§ Assigned task
Return, in their exact form, the lines that lie between the start of the data below and the line containing "function fillPath(path, color)", with both ends included.

§ Given entries
►

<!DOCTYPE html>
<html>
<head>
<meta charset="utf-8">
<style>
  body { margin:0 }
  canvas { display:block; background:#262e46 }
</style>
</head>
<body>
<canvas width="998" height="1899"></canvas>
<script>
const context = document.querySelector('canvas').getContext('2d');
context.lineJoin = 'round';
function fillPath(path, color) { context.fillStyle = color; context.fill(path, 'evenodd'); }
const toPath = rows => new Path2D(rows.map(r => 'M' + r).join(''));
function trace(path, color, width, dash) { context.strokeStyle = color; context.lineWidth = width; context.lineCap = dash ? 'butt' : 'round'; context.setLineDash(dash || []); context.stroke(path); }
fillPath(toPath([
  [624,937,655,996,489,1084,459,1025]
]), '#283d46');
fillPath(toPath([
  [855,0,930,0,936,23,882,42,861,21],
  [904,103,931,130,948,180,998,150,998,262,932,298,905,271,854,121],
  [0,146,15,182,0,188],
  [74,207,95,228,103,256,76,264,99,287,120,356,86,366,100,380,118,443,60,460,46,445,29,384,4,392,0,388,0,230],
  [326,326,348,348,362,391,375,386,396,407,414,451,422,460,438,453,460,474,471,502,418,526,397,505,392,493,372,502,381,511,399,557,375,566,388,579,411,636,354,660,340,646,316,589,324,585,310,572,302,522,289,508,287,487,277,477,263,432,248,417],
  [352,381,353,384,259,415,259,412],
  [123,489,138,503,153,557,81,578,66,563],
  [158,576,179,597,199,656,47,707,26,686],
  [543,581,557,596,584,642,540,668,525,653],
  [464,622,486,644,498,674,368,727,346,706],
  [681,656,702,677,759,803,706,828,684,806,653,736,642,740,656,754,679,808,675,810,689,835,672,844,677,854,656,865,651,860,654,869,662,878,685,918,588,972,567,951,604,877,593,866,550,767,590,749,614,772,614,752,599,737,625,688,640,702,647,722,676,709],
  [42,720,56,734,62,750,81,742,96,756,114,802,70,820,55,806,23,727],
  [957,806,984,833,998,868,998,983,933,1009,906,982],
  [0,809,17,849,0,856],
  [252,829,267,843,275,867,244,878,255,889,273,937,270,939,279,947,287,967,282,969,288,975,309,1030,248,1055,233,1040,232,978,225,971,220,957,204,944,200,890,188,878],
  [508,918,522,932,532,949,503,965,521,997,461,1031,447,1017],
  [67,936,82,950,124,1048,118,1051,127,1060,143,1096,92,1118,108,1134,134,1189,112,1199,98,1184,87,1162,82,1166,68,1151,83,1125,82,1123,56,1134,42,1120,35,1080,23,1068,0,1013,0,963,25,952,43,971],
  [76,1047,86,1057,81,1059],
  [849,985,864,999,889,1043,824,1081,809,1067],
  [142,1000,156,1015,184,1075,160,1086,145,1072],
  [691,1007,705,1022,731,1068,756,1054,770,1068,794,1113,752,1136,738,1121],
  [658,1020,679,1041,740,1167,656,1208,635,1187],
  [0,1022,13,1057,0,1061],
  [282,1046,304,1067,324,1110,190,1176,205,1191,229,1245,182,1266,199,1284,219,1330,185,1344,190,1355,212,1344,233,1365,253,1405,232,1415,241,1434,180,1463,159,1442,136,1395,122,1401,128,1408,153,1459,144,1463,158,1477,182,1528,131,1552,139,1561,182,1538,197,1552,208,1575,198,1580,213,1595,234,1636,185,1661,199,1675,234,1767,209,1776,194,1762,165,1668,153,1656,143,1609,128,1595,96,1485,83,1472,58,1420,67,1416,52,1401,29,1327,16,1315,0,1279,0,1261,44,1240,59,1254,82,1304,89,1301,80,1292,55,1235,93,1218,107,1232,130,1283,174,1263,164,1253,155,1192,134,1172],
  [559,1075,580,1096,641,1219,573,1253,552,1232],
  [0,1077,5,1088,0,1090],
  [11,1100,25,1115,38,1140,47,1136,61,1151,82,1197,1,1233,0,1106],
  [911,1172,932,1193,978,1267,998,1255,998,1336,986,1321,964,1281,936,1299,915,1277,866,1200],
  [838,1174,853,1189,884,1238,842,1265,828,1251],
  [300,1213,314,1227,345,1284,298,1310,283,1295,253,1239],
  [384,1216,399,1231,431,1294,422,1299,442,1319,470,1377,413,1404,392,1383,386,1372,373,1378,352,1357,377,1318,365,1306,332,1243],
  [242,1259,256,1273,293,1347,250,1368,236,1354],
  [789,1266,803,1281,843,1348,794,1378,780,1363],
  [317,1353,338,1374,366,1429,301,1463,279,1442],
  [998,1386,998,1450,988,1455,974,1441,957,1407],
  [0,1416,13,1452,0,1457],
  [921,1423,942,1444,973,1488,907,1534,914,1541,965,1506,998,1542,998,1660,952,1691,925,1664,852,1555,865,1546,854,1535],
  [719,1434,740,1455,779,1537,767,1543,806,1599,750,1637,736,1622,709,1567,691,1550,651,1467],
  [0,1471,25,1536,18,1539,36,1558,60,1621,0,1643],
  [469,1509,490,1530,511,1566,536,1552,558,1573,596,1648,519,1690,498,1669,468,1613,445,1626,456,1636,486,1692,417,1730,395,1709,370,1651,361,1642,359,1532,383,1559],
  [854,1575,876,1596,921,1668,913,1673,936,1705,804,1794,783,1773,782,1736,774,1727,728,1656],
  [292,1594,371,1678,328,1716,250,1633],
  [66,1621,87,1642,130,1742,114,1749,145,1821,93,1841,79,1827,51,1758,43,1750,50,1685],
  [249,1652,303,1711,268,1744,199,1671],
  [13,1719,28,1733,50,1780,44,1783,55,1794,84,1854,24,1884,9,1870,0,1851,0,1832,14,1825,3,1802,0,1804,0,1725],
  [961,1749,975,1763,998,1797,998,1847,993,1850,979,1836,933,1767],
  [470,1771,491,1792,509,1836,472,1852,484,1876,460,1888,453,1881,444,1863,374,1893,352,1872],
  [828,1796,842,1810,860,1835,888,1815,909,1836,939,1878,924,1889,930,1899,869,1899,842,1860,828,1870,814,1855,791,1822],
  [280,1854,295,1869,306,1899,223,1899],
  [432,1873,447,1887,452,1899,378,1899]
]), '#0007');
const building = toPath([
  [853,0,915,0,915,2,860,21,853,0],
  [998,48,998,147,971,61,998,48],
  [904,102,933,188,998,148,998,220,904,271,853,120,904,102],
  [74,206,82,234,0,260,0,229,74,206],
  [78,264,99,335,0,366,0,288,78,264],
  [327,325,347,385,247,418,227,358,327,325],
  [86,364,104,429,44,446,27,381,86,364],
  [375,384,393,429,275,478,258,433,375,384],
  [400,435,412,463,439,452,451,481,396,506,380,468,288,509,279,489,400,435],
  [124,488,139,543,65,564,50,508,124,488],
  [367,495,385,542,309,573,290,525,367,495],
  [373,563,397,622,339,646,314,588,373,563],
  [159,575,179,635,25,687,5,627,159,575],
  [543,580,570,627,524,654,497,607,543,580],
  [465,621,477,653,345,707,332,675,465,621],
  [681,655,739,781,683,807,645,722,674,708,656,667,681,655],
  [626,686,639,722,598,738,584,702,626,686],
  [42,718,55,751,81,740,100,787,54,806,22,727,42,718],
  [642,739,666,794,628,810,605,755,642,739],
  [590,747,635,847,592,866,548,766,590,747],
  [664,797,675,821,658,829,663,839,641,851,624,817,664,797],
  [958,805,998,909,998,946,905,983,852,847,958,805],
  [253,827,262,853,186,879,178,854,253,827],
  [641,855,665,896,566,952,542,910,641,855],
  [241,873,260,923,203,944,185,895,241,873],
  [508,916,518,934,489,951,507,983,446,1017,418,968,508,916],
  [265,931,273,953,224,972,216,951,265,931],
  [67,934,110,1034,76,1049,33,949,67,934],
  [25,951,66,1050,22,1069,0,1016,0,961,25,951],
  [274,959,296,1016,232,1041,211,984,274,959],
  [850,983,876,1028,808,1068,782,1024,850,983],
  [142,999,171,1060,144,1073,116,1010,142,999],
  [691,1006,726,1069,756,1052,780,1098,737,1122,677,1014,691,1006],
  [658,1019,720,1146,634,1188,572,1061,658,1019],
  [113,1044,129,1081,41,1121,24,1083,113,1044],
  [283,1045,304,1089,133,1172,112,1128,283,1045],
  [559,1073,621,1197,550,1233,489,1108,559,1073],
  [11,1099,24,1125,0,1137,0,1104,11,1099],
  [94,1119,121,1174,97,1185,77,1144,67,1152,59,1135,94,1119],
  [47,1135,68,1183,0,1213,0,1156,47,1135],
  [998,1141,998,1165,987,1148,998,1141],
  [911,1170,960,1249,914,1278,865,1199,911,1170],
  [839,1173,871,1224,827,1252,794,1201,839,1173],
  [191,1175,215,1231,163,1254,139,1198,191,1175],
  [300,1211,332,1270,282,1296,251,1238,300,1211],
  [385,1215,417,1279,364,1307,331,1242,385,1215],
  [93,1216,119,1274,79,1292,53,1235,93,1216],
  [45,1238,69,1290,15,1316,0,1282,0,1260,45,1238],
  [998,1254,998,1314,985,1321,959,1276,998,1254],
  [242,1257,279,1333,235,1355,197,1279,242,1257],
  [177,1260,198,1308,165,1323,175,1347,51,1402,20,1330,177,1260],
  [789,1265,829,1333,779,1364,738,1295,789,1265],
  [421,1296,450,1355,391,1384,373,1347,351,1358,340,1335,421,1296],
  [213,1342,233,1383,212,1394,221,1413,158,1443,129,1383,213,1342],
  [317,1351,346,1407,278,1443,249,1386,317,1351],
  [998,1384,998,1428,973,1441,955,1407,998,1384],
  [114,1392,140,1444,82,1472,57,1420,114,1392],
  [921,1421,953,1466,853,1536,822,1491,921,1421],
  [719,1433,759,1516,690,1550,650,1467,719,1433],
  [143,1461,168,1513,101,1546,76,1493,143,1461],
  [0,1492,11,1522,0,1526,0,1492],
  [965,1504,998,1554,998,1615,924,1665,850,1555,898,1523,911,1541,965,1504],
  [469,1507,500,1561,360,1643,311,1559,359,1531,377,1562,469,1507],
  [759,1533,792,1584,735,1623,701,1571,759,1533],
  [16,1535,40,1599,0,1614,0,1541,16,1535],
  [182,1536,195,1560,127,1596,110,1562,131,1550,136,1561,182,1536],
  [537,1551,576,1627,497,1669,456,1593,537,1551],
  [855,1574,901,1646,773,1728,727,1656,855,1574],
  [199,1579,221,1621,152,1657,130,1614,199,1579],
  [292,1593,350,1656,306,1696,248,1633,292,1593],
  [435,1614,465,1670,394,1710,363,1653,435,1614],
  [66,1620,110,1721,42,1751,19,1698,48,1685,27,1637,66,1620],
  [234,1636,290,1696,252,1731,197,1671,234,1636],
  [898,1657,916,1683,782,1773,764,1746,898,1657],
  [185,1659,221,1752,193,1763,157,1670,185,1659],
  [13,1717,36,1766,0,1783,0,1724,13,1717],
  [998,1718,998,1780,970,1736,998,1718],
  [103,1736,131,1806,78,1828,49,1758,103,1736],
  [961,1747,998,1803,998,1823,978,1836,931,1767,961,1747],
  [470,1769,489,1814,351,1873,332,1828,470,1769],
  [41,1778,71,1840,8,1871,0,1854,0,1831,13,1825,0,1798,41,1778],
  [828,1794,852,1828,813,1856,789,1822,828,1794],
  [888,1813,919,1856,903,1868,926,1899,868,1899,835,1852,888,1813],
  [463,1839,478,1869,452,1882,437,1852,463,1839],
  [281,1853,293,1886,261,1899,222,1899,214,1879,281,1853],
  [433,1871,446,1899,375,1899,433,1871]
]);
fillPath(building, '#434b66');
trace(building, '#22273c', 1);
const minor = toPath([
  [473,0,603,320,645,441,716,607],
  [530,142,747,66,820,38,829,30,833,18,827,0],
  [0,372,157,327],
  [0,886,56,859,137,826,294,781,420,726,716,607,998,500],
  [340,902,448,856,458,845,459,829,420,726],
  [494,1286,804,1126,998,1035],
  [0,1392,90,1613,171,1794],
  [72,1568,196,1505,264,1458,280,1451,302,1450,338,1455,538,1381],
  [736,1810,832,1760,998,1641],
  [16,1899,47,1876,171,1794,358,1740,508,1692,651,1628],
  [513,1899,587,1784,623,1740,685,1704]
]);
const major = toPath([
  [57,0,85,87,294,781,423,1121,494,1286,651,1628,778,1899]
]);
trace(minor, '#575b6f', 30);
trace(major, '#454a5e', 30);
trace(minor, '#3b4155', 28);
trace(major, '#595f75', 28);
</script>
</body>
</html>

◄

§ Result for this task
<!DOCTYPE html>
<html>
<head>
<meta charset="utf-8">
<style>
  body { margin:0 }
  canvas { display:block; background:#262e46 }
</style>
</head>
<body>
<canvas width="998" height="1899"></canvas>
<script>
const context = document.querySelector('canvas').getContext('2d');
context.lineJoin = 'round';
function fillPath(path, color) { context.fillStyle = color; context.fill(path, 'evenodd'); }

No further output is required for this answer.